American author and psychotherapist

Mark Epstein (born 1953) is an American author and psychotherapist who integrates the Buddha's teachings with Sigmund Freud's approaches to trauma. He often writes about the interface of Buddhism and psychotherapy.

==Career==
===Psychiatry===
Epstein is a graduate of Harvard College and Harvard Medical School. After completing his psychiatry residency at what is now New York-Presbyterian Hospital/Weill Cornell Medical Center, he entered the private practice of psychiatry in New York City. He is a clinical assistant professor of psychiatry at New York University School of Medicine.

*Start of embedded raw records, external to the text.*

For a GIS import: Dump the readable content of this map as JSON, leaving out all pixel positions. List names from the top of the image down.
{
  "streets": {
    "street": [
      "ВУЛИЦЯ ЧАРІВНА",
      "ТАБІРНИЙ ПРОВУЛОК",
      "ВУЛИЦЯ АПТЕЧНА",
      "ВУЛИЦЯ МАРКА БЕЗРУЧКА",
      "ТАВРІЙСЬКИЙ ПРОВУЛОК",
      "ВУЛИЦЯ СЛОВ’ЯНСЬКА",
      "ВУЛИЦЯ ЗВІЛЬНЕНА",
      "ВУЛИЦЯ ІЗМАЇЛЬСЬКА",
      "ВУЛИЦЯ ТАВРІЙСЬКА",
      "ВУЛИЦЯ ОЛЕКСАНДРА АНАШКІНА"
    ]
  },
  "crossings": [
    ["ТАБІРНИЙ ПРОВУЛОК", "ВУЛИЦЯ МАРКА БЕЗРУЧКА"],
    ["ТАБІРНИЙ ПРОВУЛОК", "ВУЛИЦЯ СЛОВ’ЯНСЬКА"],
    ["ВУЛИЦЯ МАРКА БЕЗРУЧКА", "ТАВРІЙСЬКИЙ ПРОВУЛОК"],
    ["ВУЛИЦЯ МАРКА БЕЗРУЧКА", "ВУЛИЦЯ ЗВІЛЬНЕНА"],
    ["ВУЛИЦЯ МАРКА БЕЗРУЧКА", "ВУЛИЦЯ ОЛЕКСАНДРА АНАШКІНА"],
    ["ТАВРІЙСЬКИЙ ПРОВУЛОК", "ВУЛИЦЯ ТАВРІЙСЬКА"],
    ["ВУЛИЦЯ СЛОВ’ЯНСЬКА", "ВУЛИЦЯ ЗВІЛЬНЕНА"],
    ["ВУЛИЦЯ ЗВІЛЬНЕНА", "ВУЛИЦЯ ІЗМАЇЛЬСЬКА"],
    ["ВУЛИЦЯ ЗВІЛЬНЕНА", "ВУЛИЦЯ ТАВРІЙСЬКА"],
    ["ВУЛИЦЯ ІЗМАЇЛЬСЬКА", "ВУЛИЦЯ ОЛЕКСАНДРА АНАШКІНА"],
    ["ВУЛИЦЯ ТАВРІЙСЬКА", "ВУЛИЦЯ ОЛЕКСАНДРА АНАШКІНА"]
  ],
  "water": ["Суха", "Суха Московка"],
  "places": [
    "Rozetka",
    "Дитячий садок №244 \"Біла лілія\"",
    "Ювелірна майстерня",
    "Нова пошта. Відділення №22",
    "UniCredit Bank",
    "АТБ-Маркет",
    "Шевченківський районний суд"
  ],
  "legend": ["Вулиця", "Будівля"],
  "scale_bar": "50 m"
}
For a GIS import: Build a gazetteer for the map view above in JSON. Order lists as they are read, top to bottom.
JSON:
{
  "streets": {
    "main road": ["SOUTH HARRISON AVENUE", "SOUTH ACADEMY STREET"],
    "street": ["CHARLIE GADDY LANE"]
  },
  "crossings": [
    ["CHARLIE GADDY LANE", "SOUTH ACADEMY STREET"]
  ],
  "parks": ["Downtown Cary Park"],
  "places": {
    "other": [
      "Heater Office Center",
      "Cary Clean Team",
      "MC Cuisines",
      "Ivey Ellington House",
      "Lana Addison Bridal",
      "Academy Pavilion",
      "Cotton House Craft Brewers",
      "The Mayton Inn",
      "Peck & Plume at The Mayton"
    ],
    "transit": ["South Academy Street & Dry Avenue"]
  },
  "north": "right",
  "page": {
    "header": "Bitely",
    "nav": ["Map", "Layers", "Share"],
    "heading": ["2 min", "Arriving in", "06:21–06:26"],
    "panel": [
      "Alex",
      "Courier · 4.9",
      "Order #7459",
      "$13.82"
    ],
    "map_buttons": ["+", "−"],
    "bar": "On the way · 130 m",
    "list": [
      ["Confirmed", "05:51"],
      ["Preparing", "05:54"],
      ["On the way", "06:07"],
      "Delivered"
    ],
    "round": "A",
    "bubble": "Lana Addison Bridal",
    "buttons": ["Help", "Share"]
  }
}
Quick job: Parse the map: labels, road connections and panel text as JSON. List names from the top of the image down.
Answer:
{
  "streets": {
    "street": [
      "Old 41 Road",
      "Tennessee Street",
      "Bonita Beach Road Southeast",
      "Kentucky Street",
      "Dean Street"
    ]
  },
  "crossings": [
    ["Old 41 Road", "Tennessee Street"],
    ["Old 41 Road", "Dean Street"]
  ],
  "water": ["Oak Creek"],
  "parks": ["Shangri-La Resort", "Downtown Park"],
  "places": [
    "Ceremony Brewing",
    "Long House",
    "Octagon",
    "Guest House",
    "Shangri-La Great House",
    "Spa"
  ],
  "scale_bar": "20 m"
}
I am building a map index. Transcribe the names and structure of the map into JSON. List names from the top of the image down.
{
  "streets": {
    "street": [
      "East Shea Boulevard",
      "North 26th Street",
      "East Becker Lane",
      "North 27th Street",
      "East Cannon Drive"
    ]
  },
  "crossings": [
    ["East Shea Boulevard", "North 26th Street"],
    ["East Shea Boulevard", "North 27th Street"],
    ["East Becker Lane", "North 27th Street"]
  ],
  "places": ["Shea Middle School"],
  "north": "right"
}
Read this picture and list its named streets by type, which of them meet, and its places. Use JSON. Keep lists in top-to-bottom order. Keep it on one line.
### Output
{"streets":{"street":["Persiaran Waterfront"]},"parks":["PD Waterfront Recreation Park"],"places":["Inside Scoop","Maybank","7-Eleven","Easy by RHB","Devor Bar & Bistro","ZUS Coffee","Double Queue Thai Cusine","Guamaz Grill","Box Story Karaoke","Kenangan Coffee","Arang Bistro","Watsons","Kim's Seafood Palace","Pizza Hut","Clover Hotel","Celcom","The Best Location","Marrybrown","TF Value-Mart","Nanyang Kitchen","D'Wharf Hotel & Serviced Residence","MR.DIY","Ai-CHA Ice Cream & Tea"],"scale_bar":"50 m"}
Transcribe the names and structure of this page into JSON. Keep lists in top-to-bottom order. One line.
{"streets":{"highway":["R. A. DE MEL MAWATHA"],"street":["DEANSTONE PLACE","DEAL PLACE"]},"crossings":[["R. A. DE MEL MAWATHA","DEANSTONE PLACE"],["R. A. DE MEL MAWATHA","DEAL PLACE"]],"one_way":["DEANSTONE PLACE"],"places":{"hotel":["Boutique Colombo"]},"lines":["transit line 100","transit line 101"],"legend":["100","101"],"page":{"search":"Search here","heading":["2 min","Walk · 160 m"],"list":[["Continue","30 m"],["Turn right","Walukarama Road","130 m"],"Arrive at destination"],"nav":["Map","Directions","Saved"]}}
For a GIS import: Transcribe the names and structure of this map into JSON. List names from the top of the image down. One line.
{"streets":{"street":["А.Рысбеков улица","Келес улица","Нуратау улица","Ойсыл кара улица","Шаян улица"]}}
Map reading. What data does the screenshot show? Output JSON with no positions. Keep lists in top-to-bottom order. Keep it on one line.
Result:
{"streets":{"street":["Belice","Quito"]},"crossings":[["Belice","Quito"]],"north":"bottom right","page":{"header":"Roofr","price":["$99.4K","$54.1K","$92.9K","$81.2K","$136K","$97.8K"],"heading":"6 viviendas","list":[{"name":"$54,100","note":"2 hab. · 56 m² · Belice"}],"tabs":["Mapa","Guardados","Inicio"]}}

He was interviewed for segments of the PBS documentary The Buddha.

===Meditation===
Epstein went to a Buddhist summer camp in Boulder, Colorado, where he met his first Buddhist teachers, Joseph Goldstein and Jack Kornfield. In his early 20s, he traveled to Ajahn Chah's forest Buddhist monastery near Bangkok, Thailand, together with these teachers as well as with Richard Alpert. He has practiced insight meditation since 1974.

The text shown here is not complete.